Description of the task: Take the entries that follow and return exactly the lines from the one holding "flex:none; width:28px; height:28px;" through the one holding "position:absolute; left:10px; top:10px;", both included. Nothing else is needed.

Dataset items
::::::

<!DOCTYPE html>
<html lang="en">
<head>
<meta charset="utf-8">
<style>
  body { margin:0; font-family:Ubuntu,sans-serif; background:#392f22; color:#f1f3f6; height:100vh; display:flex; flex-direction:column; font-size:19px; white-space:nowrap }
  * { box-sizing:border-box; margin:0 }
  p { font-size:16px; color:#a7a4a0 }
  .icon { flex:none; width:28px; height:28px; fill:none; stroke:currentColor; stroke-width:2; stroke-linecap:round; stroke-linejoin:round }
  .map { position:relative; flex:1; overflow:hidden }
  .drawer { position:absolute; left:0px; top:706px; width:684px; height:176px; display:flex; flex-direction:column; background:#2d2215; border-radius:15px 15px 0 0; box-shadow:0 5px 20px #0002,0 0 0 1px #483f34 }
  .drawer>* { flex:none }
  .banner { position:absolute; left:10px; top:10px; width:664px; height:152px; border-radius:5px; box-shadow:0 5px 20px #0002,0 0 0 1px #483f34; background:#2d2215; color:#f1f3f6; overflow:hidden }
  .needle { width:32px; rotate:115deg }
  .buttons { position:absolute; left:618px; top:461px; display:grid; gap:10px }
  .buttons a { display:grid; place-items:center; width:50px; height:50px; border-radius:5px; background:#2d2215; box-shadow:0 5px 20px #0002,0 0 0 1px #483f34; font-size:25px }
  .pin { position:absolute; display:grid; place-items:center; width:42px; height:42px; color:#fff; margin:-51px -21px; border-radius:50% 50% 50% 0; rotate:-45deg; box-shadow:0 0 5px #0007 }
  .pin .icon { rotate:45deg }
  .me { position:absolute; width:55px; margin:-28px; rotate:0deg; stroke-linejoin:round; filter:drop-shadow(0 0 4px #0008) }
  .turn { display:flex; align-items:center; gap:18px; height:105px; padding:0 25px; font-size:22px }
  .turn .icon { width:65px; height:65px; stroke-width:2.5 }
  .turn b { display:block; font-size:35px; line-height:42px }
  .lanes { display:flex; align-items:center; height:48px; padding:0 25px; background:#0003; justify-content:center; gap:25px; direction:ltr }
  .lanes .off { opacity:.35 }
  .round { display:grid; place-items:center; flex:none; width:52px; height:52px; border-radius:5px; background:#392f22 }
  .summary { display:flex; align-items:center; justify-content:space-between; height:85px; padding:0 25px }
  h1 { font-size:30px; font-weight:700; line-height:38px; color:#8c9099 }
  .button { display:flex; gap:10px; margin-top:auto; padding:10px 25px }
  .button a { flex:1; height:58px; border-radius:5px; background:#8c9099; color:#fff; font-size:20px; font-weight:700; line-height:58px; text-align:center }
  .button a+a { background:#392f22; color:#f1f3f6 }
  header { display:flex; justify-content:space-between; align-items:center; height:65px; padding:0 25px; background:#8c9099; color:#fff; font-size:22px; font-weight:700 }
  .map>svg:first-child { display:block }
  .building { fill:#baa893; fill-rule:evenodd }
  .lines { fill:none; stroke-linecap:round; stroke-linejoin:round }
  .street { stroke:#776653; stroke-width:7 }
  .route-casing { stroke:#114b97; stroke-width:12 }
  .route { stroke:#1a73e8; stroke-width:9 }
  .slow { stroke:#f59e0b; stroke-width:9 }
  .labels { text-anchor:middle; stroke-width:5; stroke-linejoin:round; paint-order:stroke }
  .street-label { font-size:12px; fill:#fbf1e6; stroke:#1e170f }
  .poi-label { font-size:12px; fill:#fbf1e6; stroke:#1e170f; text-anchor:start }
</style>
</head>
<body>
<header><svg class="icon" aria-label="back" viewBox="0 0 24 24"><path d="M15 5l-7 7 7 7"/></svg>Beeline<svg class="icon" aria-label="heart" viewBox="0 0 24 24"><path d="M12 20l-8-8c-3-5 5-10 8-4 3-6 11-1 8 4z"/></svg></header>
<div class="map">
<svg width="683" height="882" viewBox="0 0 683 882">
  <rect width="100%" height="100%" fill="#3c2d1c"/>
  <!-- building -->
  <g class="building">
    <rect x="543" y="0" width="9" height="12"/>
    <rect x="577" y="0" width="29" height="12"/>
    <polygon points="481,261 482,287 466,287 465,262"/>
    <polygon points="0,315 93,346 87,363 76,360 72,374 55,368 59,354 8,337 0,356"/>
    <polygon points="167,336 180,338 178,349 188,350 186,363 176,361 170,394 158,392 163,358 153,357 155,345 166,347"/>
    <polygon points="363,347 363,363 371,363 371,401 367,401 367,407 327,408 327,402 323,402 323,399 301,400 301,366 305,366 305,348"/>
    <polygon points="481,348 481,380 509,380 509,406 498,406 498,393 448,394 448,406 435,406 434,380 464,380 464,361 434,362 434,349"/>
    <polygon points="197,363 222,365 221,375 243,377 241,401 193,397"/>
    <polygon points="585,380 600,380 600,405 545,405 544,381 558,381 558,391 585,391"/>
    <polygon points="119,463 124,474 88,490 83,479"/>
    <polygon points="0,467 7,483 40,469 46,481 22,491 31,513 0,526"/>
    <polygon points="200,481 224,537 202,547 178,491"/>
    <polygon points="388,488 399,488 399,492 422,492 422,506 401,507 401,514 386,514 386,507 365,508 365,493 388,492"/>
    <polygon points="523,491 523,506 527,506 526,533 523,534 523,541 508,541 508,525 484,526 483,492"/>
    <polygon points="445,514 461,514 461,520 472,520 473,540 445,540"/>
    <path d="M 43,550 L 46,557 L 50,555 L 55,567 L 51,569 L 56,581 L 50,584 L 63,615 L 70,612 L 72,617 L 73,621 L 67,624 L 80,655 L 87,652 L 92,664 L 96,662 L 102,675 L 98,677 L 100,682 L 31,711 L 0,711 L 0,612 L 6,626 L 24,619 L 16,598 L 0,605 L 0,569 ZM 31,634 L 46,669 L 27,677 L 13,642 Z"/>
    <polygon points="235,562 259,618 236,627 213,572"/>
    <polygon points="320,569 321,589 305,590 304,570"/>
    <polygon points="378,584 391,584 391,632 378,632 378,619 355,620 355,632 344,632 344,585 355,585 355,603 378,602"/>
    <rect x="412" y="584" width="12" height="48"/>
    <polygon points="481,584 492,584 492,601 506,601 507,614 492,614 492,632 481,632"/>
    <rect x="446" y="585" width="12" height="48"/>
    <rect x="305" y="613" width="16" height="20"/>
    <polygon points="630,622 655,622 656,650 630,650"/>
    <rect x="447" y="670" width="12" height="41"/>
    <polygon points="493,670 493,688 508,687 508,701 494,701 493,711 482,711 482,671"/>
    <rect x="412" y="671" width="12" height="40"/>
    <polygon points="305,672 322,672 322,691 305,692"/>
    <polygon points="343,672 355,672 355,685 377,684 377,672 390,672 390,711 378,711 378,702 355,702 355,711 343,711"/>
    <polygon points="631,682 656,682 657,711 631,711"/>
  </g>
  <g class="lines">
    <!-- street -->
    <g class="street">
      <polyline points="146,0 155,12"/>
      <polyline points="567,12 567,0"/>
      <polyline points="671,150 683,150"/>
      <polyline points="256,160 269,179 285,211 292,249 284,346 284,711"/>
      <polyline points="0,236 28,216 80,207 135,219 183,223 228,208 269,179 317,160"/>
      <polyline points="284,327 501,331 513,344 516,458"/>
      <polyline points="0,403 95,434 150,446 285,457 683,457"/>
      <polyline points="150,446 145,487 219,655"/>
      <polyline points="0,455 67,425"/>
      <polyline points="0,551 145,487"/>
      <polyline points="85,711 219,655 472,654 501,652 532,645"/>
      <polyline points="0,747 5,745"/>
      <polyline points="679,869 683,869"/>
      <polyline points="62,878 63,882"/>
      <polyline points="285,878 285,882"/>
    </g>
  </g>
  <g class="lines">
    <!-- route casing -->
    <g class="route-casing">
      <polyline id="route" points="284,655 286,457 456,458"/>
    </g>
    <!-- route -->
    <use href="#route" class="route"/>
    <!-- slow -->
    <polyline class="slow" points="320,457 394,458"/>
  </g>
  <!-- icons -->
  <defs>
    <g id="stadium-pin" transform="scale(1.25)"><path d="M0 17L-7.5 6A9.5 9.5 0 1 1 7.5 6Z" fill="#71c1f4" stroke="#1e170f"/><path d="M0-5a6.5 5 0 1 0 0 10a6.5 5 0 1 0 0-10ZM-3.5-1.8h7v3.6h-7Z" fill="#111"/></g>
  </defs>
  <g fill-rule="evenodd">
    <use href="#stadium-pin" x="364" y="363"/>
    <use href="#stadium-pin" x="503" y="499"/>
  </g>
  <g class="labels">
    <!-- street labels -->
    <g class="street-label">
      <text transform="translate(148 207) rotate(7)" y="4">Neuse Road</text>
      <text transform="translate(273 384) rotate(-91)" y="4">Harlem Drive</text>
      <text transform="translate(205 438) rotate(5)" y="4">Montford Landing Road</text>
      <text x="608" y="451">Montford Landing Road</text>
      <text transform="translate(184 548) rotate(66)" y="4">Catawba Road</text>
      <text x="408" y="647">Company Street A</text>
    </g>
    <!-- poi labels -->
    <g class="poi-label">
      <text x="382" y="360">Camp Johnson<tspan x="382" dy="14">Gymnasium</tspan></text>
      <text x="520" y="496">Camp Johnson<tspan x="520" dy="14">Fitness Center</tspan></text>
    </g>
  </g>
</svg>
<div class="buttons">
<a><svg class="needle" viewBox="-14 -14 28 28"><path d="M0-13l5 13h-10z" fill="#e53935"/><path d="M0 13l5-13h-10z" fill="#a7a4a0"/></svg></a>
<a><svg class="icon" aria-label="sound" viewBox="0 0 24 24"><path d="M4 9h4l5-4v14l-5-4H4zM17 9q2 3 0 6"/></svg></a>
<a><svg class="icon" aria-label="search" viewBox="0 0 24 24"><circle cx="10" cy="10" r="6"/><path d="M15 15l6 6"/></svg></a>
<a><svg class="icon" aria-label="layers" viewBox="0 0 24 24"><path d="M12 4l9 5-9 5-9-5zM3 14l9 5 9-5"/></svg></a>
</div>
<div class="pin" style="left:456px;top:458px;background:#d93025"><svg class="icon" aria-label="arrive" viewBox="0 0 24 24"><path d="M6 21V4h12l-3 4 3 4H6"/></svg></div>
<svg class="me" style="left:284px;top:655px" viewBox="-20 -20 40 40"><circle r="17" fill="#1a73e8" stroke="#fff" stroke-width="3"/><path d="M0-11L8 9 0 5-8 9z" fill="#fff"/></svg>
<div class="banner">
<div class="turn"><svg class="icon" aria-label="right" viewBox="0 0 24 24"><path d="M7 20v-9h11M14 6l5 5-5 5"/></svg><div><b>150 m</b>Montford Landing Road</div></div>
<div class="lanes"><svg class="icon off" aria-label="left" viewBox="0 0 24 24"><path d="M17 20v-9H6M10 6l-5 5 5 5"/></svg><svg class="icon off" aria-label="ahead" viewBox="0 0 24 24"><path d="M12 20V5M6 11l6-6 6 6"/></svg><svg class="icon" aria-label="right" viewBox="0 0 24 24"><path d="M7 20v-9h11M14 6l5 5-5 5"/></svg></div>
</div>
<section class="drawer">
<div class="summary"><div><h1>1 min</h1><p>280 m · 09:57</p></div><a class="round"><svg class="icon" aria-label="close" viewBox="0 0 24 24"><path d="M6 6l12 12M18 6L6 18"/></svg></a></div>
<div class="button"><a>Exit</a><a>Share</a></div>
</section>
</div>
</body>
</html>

::::::

Answer to the exercise:
  .icon { flex:none; width:28px; height:28px; fill:none; stroke:currentColor; stroke-width:2; stroke-linecap:round; stroke-linejoin:round }
  .map { position:relative; flex:1; overflow:hidden }
  .drawer { position:absolute; left:0px; top:706px; width:684px; height:176px; display:flex; flex-direction:column; background:#2d2215; border-radius:15px 15px 0 0; box-shadow:0 5px 20px #0002,0 0 0 1px #483f34 }
  .drawer>* { flex:none }
  .banner { position:absolute; left:10px; top:10px; width:664px; height:152px; border-radius:5px; box-shadow:0 5px 20px #0002,0 0 0 1px #483f34; background:#2d2215; color:#f1f3f6; overflow:hidden }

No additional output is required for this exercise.